Şakirpaşa () is a mahalle in the Seyhan district of the city of Adana, 3 km west of the city centre. The neighborhood is situated south of the D400 state road, next to the Şakirpaşa Airport.

Governance
Şakirpaşa is a mahalle and it is administered by the Muhtar and the Seniors Council.

Demographics
The population of Şakirpaşa as of December 31, 2014 is 12,363. Most of the residents are Kurdish.

Economy
Şakirpaşa is a low-income working-class neighborhood.
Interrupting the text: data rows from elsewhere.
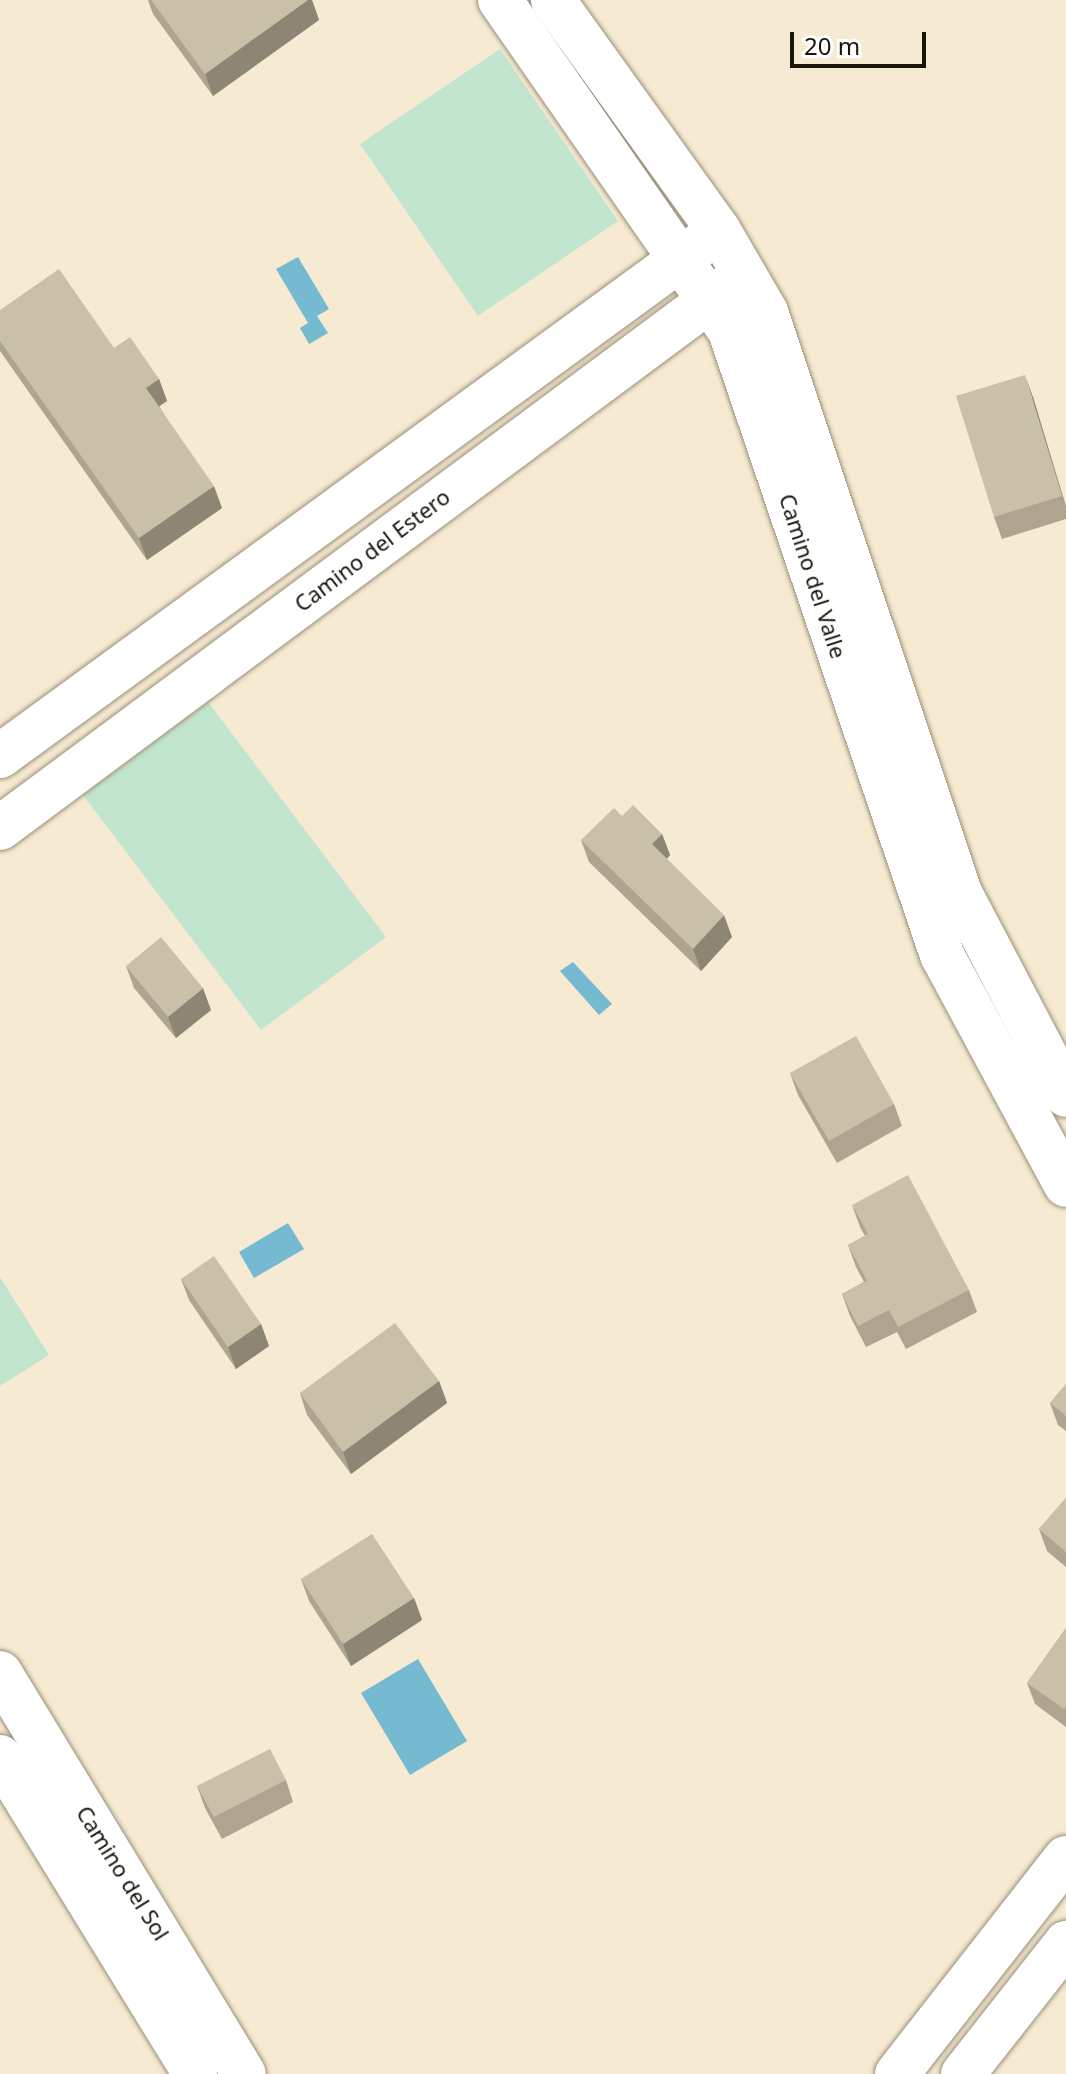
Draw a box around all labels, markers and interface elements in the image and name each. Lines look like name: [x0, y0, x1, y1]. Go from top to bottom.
scale bar: [794, 16, 930, 66]
text: 20 m: [804, 29, 860, 62]
street label: Camino del Estero: [289, 483, 455, 617]
street label: Camino del Valle: [774, 490, 852, 662]
street label: Camino del Sol: [71, 1801, 175, 1945]

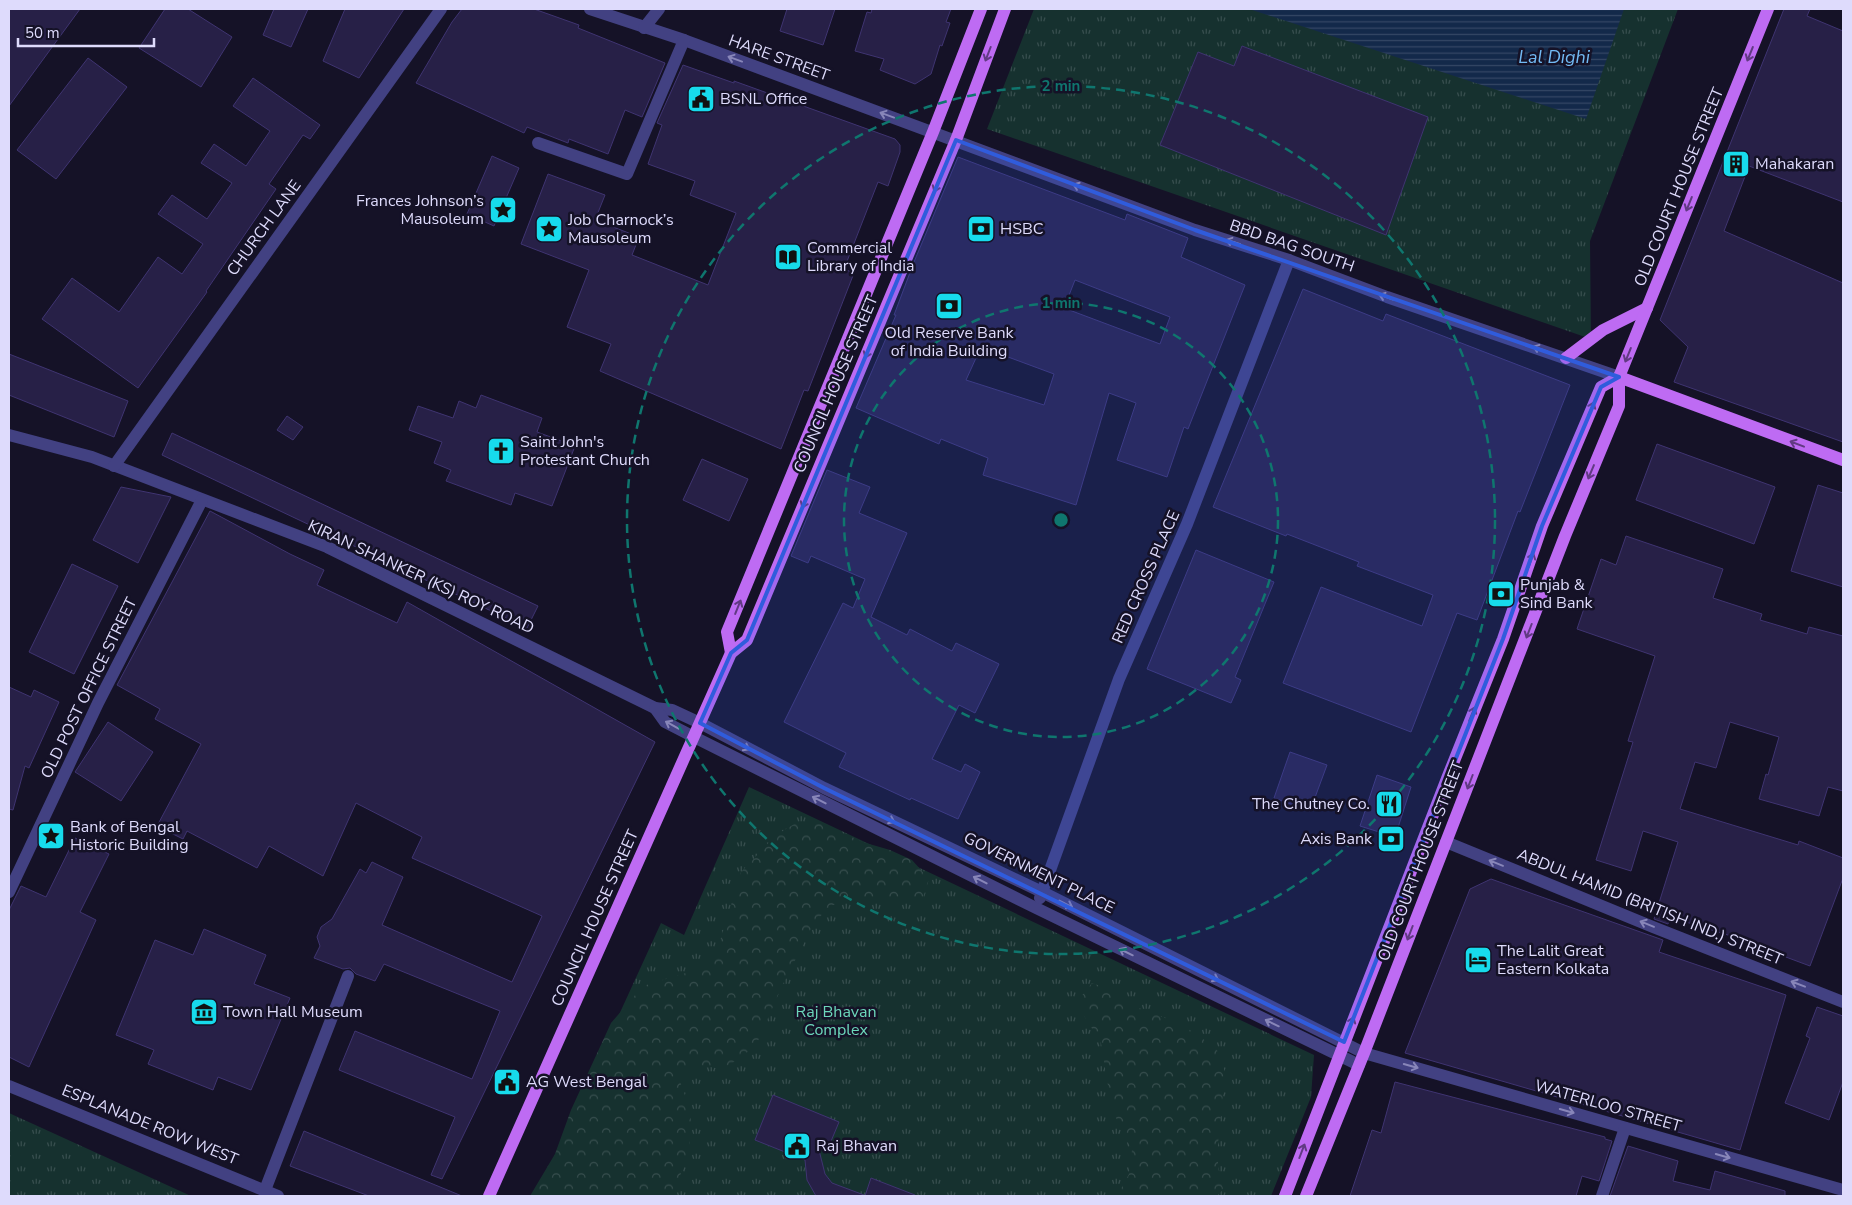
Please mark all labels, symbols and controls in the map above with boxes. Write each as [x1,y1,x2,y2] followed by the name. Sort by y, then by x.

Most of the residents work at the factories and shops at low-paid jobs.

Sports
ABB Şakirpaşa is a handball club that promoted to the Turkish Women's Handball Super League on 21 April 2016, at the playoff finals in Ankara. The venue of Şakirpaşa is Yüreğir Serinevler Arena.

Transport
Şakirpaşa Airport is within the mahalle borders, 2 km from the residential areas.

Şakirpaşa Railway Station is 400 m north of the neighborhood, at the Sakarya mahalle, one block north of the D400 state road. The station is currently served by two regional lines and one long-distance line.

Adana Metropolitan Municipality Bus Department (ABBO) has bus routes from downtown Adana to Şakirpaşa. Şakirpaşa Minibus Co-operative also conducts local transport from downtown.